*** Opening Provided material ***

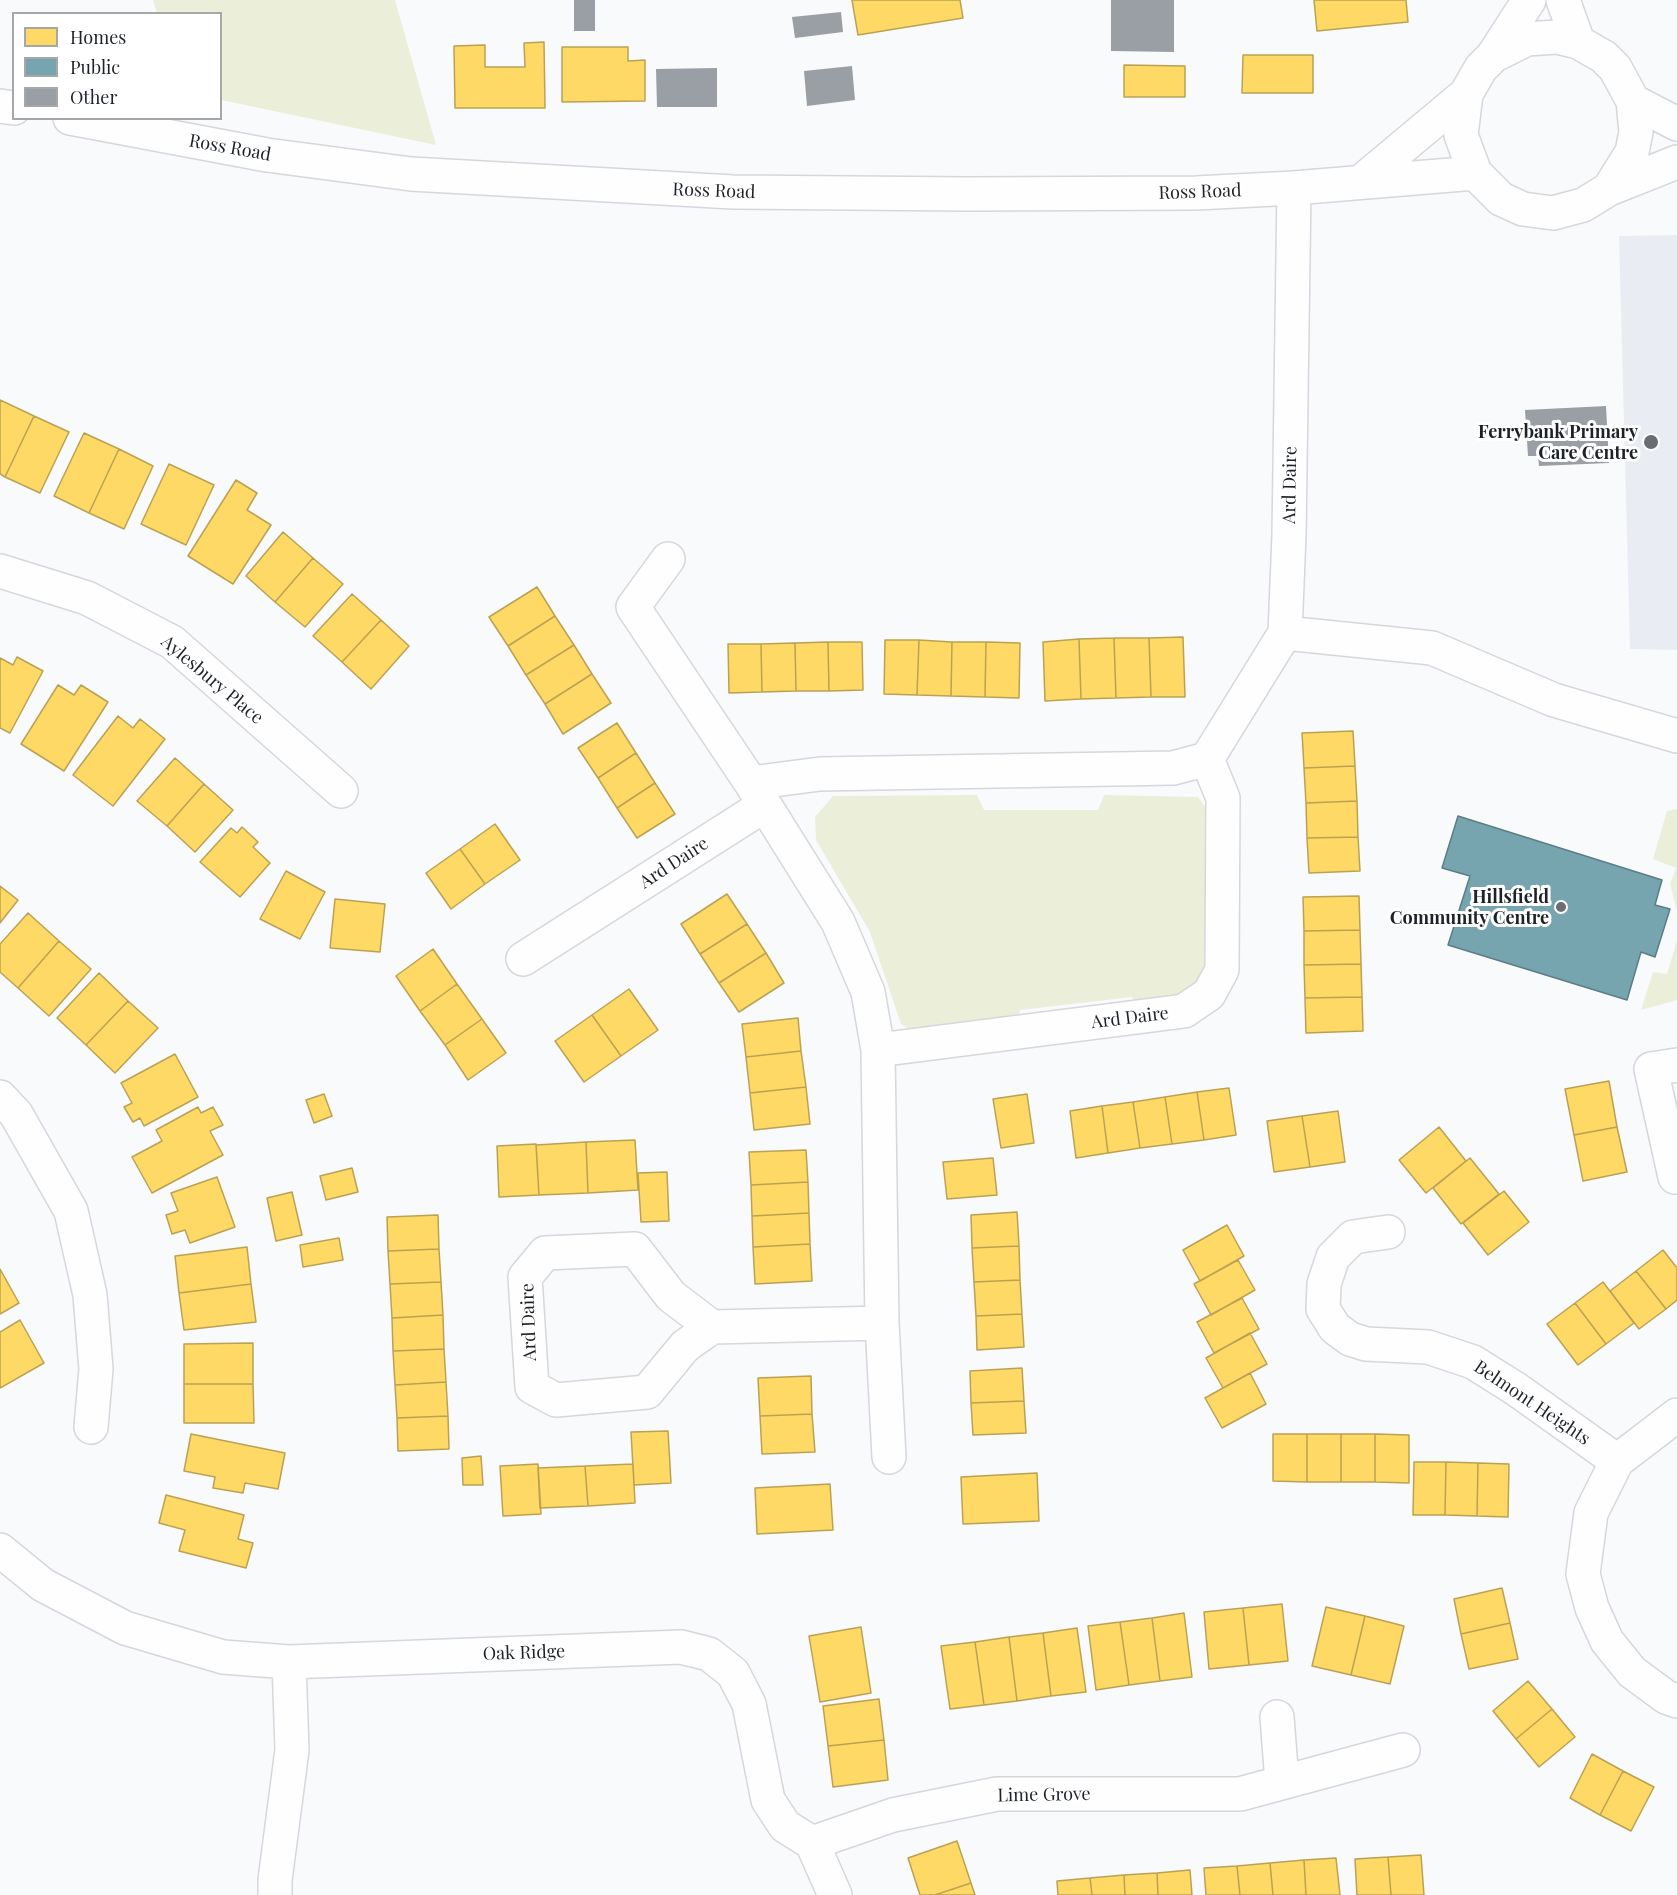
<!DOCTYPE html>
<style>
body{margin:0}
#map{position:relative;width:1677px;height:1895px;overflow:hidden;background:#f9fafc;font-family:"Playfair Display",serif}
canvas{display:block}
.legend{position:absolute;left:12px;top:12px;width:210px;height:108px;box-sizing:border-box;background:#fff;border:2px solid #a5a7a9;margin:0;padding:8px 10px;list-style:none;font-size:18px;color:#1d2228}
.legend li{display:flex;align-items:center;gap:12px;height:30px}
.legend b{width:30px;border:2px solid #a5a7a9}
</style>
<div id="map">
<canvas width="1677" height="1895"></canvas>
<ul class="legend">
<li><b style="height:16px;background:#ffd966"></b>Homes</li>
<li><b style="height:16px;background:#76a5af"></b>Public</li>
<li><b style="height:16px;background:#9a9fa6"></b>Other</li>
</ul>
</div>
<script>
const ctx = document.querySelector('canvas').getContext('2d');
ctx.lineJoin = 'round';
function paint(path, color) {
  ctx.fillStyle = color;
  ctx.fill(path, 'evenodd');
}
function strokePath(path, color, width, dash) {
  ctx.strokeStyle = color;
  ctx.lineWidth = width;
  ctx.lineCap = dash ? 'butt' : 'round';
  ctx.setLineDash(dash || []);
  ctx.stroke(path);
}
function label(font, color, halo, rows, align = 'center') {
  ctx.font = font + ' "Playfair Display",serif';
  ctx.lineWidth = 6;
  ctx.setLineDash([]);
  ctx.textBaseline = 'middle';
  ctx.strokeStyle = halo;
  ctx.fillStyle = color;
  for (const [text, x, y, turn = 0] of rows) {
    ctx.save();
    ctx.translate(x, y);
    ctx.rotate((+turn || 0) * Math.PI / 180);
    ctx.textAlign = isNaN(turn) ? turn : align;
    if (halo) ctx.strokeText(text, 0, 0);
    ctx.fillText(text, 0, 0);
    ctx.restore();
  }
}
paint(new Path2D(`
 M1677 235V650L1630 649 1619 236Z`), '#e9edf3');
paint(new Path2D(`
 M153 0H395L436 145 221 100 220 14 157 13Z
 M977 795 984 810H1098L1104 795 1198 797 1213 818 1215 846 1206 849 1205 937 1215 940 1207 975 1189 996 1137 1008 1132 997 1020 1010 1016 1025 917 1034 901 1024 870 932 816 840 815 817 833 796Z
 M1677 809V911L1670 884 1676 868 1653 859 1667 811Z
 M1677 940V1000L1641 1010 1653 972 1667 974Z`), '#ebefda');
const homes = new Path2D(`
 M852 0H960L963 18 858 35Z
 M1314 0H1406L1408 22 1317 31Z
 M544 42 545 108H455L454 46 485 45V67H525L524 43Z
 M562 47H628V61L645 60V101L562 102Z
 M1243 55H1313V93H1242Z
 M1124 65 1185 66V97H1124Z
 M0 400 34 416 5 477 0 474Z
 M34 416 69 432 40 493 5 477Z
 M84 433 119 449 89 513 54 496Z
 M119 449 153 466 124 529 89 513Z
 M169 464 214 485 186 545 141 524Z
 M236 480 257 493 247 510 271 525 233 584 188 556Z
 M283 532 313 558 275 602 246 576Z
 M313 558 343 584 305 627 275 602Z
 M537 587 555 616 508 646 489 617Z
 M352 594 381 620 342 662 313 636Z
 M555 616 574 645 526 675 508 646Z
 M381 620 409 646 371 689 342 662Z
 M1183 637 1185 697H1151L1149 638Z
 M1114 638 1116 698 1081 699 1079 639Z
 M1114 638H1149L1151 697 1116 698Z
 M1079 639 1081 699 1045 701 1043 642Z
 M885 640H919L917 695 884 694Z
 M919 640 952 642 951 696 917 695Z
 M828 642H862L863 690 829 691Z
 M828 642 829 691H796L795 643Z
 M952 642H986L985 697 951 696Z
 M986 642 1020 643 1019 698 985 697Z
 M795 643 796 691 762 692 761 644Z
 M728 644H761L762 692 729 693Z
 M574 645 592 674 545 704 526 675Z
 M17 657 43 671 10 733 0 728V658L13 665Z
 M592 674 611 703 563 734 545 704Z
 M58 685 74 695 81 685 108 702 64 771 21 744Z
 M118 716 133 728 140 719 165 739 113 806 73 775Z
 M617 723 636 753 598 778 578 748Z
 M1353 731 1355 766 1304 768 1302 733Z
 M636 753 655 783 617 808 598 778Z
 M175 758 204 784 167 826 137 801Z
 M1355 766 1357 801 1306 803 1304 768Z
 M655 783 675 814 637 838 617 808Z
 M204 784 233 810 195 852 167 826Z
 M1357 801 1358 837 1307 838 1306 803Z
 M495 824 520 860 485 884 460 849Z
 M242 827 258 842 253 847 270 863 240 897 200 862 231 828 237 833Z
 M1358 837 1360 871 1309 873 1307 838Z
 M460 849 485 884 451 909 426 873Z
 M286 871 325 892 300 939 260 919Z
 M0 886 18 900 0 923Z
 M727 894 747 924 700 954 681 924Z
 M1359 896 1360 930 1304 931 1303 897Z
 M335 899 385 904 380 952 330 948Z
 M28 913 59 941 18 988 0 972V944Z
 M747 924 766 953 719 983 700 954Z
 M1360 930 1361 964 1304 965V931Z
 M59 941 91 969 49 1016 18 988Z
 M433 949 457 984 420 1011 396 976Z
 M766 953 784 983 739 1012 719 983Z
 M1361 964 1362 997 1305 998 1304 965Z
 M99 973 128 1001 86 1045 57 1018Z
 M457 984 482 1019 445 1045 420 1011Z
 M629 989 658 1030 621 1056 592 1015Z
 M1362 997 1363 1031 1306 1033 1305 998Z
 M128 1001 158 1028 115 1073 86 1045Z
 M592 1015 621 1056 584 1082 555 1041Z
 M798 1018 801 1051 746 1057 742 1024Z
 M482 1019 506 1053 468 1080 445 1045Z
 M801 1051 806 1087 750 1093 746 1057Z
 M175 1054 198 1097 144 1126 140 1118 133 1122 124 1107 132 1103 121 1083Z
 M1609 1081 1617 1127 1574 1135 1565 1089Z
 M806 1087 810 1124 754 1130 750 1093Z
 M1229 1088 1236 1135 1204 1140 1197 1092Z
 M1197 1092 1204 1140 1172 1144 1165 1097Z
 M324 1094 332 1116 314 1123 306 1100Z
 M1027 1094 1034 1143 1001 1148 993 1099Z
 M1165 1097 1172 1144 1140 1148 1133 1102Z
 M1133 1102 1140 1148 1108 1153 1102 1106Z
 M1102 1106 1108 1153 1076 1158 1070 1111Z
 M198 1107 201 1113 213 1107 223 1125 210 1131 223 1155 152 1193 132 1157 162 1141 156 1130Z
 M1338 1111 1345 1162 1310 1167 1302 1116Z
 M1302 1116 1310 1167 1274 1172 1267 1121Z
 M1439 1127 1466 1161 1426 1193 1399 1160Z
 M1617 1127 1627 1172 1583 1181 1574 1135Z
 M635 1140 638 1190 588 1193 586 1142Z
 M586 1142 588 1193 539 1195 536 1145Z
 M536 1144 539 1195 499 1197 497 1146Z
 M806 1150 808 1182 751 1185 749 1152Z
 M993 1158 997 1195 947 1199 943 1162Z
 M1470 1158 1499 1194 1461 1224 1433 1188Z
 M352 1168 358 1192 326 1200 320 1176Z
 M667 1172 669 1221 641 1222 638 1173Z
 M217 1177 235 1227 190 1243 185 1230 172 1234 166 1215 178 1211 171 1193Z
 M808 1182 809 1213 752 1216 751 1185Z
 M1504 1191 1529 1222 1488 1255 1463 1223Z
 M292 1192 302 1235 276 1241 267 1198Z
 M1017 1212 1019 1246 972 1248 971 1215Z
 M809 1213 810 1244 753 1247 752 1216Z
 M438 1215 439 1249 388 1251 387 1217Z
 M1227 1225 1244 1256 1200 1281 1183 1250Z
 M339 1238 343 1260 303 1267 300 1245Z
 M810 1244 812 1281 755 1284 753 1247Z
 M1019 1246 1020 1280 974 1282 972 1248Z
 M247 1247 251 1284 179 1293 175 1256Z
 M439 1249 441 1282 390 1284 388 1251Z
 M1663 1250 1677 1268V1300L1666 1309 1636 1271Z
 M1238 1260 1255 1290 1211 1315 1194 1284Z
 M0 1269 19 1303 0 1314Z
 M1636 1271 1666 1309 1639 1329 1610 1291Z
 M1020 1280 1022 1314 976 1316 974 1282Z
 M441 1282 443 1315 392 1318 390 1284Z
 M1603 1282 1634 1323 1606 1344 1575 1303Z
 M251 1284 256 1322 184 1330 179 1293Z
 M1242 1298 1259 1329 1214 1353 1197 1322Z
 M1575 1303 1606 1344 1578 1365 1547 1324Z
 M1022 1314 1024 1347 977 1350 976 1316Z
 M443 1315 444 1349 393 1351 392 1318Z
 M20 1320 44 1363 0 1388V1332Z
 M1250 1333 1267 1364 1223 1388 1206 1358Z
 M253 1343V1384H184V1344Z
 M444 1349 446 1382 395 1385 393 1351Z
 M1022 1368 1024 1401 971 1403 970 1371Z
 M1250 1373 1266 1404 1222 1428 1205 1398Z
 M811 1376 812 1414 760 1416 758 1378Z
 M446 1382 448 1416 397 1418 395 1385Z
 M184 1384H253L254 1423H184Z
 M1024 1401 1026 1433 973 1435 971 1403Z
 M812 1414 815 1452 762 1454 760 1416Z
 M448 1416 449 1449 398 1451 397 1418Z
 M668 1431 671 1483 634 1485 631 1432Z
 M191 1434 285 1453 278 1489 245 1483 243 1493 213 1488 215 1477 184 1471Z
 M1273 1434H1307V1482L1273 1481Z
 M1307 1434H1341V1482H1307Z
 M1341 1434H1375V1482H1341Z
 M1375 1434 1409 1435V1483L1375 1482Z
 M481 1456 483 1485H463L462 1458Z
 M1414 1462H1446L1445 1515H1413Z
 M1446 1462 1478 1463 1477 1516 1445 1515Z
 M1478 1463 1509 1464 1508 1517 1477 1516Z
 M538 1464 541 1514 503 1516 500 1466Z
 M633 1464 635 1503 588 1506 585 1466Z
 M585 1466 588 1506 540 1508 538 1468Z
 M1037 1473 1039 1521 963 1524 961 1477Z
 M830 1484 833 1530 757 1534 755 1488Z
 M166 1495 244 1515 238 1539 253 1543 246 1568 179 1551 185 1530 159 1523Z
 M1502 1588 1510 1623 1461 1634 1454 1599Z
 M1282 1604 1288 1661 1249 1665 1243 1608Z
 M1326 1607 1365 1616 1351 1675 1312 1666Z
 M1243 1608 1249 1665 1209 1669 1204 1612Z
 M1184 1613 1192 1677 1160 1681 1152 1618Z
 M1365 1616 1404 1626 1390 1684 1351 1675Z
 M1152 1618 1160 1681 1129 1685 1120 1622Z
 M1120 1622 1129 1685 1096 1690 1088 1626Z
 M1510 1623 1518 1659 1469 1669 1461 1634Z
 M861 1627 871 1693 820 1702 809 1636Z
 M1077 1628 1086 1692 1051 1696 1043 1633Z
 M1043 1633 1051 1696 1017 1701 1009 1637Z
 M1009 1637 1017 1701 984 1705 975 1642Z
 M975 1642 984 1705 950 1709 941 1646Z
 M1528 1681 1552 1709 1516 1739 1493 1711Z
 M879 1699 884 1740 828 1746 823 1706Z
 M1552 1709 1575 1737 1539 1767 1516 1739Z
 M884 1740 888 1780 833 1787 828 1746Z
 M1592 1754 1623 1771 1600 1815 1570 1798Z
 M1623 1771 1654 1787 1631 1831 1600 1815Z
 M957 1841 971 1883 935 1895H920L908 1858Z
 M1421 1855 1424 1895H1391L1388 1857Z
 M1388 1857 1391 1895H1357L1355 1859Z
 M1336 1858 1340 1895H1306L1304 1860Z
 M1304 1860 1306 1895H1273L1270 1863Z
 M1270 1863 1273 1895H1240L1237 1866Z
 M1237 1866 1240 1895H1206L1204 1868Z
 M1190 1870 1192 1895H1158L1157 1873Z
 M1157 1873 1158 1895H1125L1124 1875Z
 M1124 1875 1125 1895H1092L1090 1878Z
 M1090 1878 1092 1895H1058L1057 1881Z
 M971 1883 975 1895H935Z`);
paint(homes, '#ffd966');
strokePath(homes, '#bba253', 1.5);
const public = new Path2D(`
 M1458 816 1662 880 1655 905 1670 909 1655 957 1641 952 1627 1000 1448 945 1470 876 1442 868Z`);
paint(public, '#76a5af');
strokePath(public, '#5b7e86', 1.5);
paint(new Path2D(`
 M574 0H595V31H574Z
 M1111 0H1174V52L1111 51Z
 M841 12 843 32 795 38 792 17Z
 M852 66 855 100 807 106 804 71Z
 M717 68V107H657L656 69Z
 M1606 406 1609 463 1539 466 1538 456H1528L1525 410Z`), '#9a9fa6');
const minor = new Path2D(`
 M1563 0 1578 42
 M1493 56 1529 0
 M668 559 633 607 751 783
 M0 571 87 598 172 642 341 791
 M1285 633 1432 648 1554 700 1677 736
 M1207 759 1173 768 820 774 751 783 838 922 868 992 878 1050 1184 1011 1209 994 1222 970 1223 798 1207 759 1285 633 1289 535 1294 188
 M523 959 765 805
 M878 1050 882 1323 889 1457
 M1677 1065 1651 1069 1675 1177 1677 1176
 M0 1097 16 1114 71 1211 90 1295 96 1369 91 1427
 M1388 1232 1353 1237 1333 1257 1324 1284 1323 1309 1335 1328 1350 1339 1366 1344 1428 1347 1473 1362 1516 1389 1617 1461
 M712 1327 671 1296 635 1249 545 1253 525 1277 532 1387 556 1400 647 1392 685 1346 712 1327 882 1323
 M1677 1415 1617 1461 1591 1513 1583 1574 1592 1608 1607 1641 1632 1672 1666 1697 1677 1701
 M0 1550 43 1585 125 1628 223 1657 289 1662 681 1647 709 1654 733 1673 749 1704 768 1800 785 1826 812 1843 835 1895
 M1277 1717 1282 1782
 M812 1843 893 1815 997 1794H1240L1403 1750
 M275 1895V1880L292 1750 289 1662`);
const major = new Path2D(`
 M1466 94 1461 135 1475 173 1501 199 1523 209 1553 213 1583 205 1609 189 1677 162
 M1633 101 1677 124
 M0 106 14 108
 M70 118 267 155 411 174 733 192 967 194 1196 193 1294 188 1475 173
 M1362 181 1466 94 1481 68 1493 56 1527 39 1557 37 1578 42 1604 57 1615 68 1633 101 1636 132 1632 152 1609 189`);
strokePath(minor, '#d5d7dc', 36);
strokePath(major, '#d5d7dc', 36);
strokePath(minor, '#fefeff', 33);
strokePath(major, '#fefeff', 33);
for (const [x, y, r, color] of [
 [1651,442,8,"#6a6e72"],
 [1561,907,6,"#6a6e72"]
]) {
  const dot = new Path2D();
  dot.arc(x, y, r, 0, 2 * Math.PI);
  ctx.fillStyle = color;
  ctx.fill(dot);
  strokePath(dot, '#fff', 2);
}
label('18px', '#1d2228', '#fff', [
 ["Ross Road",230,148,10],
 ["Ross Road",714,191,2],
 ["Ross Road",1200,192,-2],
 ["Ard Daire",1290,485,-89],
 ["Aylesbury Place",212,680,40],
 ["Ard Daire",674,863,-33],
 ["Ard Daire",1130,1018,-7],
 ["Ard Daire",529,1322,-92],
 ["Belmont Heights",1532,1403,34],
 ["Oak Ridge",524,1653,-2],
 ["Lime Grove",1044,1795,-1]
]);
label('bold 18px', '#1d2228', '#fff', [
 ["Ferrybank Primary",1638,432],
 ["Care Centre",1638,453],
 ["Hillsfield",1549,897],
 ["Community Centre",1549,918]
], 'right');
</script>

*** Closing Provided material ***

**What you are asked to do**
The answer is the lines above between the line holding "M747 924 766 953 719 983 700 954Z" and the line holding "M441 1282 443 1315 392 1318 390 1284Z", inclusive, each written out exactly, and no others.

**Output of the task**
 M747 924 766 953 719 983 700 954Z
 M1360 930 1361 964 1304 965V931Z
 M59 941 91 969 49 1016 18 988Z
 M433 949 457 984 420 1011 396 976Z
 M766 953 784 983 739 1012 719 983Z
 M1361 964 1362 997 1305 998 1304 965Z
 M99 973 128 1001 86 1045 57 1018Z
 M457 984 482 1019 445 1045 420 1011Z
 M629 989 658 1030 621 1056 592 1015Z
 M1362 997 1363 1031 1306 1033 1305 998Z
 M128 1001 158 1028 115 1073 86 1045Z
 M592 1015 621 1056 584 1082 555 1041Z
 M798 1018 801 1051 746 1057 742 1024Z
 M482 1019 506 1053 468 1080 445 1045Z
 M801 1051 806 1087 750 1093 746 1057Z
 M175 1054 198 1097 144 1126 140 1118 133 1122 124 1107 132 1103 121 1083Z
 M1609 1081 1617 1127 1574 1135 1565 1089Z
 M806 1087 810 1124 754 1130 750 1093Z
 M1229 1088 1236 1135 1204 1140 1197 1092Z
 M1197 1092 1204 1140 1172 1144 1165 1097Z
 M324 1094 332 1116 314 1123 306 1100Z
 M1027 1094 1034 1143 1001 1148 993 1099Z
 M1165 1097 1172 1144 1140 1148 1133 1102Z
 M1133 1102 1140 1148 1108 1153 1102 1106Z
 M1102 1106 1108 1153 1076 1158 1070 1111Z
 M198 1107 201 1113 213 1107 223 1125 210 1131 223 1155 152 1193 132 1157 162 1141 156 1130Z
 M1338 1111 1345 1162 1310 1167 1302 1116Z
 M1302 1116 1310 1167 1274 1172 1267 1121Z
 M1439 1127 1466 1161 1426 1193 1399 1160Z
 M1617 1127 1627 1172 1583 1181 1574 1135Z
 M635 1140 638 1190 588 1193 586 1142Z
 M586 1142 588 1193 539 1195 536 1145Z
 M536 1144 539 1195 499 1197 497 1146Z
 M806 1150 808 1182 751 1185 749 1152Z
 M993 1158 997 1195 947 1199 943 1162Z
 M1470 1158 1499 1194 1461 1224 1433 1188Z
 M352 1168 358 1192 326 1200 320 1176Z
 M667 1172 669 1221 641 1222 638 1173Z
 M217 1177 235 1227 190 1243 185 1230 172 1234 166 1215 178 1211 171 1193Z
 M808 1182 809 1213 752 1216 751 1185Z
 M1504 1191 1529 1222 1488 1255 1463 1223Z
 M292 1192 302 1235 276 1241 267 1198Z
 M1017 1212 1019 1246 972 1248 971 1215Z
 M809 1213 810 1244 753 1247 752 1216Z
 M438 1215 439 1249 388 1251 387 1217Z
 M1227 1225 1244 1256 1200 1281 1183 1250Z
 M339 1238 343 1260 303 1267 300 1245Z
 M810 1244 812 1281 755 1284 753 1247Z
 M1019 1246 1020 1280 974 1282 972 1248Z
 M247 1247 251 1284 179 1293 175 1256Z
 M439 1249 441 1282 390 1284 388 1251Z
 M1663 1250 1677 1268V1300L1666 1309 1636 1271Z
 M1238 1260 1255 1290 1211 1315 1194 1284Z
 M0 1269 19 1303 0 1314Z
 M1636 1271 1666 1309 1639 1329 1610 1291Z
 M1020 1280 1022 1314 976 1316 974 1282Z
 M441 1282 443 1315 392 1318 390 1284Z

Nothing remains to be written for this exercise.